Details of the offer for Android application analysis internship offer: logical bugs and shade analysis M/W about r-d at RandoriSec in Paris

As part of its development, RandoriSec is looking for an intern (M / F) who would like to join a consulting firm specializing in offensive security. The candidate will join the team dedicated to R&D on reverse engineering issues and vulnerability research. The Android ecosystem has been constantly evolving for many years and the userland layer presents an attractive surface: the applications are as close as possible to the users, many applications even come pre-installed on smartphones, all different depending on the manufacturer.

How do you correctly identify the attack surface? What are the means for an application (or application chain) to elevate its privileges?

How to automate all these actions on mass analysis of applications?

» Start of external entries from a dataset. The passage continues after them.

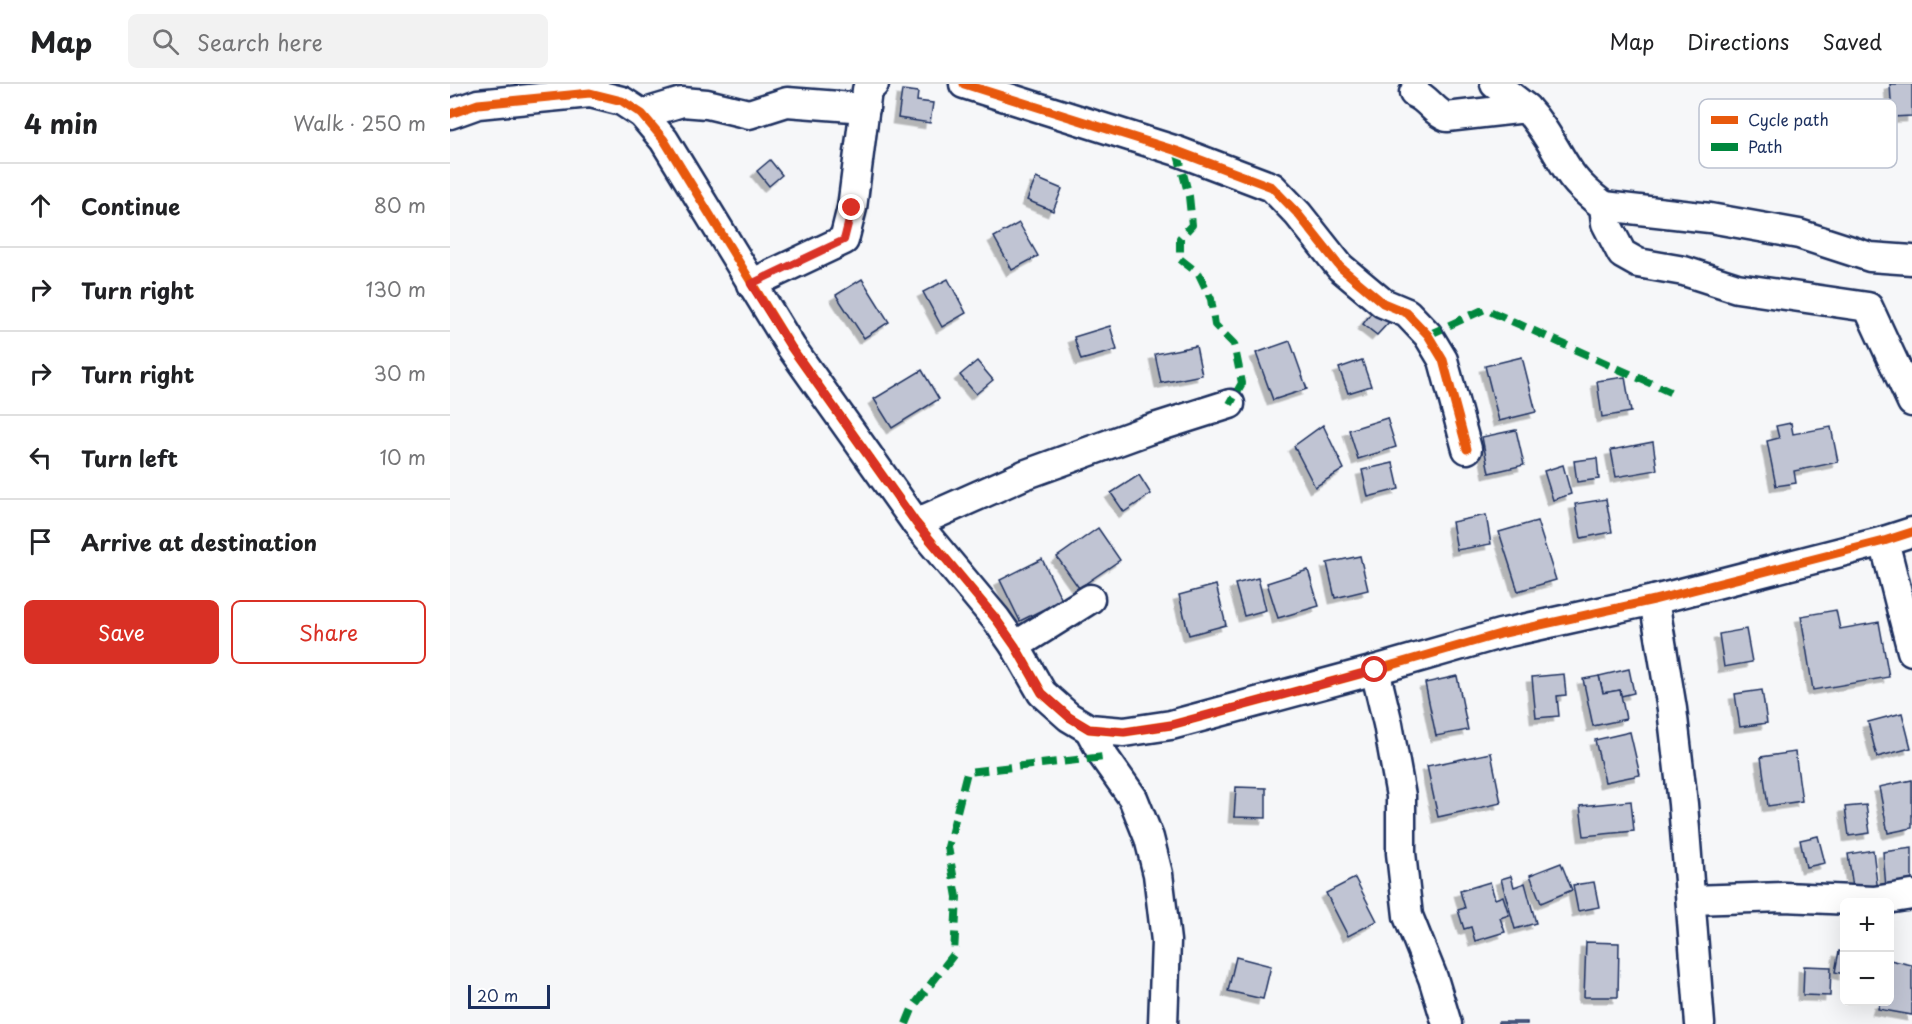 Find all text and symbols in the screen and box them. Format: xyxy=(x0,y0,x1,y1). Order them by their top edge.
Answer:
search box xyxy=(128,14,548,68)
text: Map xyxy=(30,20,92,63)
icon: search xyxy=(149,25,182,58)
text: Search here xyxy=(197,25,323,58)
text: Map xyxy=(1609,25,1654,57)
text: Directions xyxy=(1687,25,1789,57)
text: Saved xyxy=(1822,25,1882,57)
legend xyxy=(1699,99,1897,168)
text: 4 min xyxy=(24,104,98,143)
text: Cycle path xyxy=(1748,107,1829,131)
text: Walk · 250 m xyxy=(293,108,426,138)
text: Path xyxy=(1748,134,1783,158)
icon: ahead xyxy=(24,189,57,222)
text: Continue xyxy=(81,189,180,222)
text: 80 m xyxy=(374,190,426,220)
route end xyxy=(838,194,864,220)
icon: right xyxy=(24,273,57,306)
text: Turn right xyxy=(81,273,194,306)
text: 130 m xyxy=(366,274,426,304)
icon: right xyxy=(24,357,57,390)
text: Turn right xyxy=(81,357,194,390)
text: 30 m xyxy=(373,358,426,388)
icon: left xyxy=(24,441,57,474)
text: Turn left xyxy=(81,441,178,474)
text: 10 m xyxy=(379,442,426,472)
icon: arrive xyxy=(24,525,57,558)
text: Arrive at destination xyxy=(81,525,317,558)
button: Save xyxy=(24,600,219,664)
button: Share xyxy=(231,600,426,664)
route start xyxy=(1361,656,1387,682)
map controls xyxy=(1840,898,1894,1006)
button: + xyxy=(1840,898,1894,952)
button: − xyxy=(1840,952,1894,1006)
scale bar xyxy=(468,982,550,1010)
text: 20 m xyxy=(477,983,518,1007)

The intern will be responsible for: - Achieve a state of the art of Android logical bug exploitation techniques;

- Take over and improve the team's existing analysis tool, in particular by integrating a shade analysis;

- Validate development work by finding vulnerabilities by writing exploitation codes.

Required profile :

- Fluency in Java and Android;

- Programming in Python;

- Willingness to explore topics related to vulnerability research and reverse engineering;

- Proficiency in English and French.

Internship based in Paris (75004), near the Chatelet metro station.

The internship may lead to a permanent hiring within the team.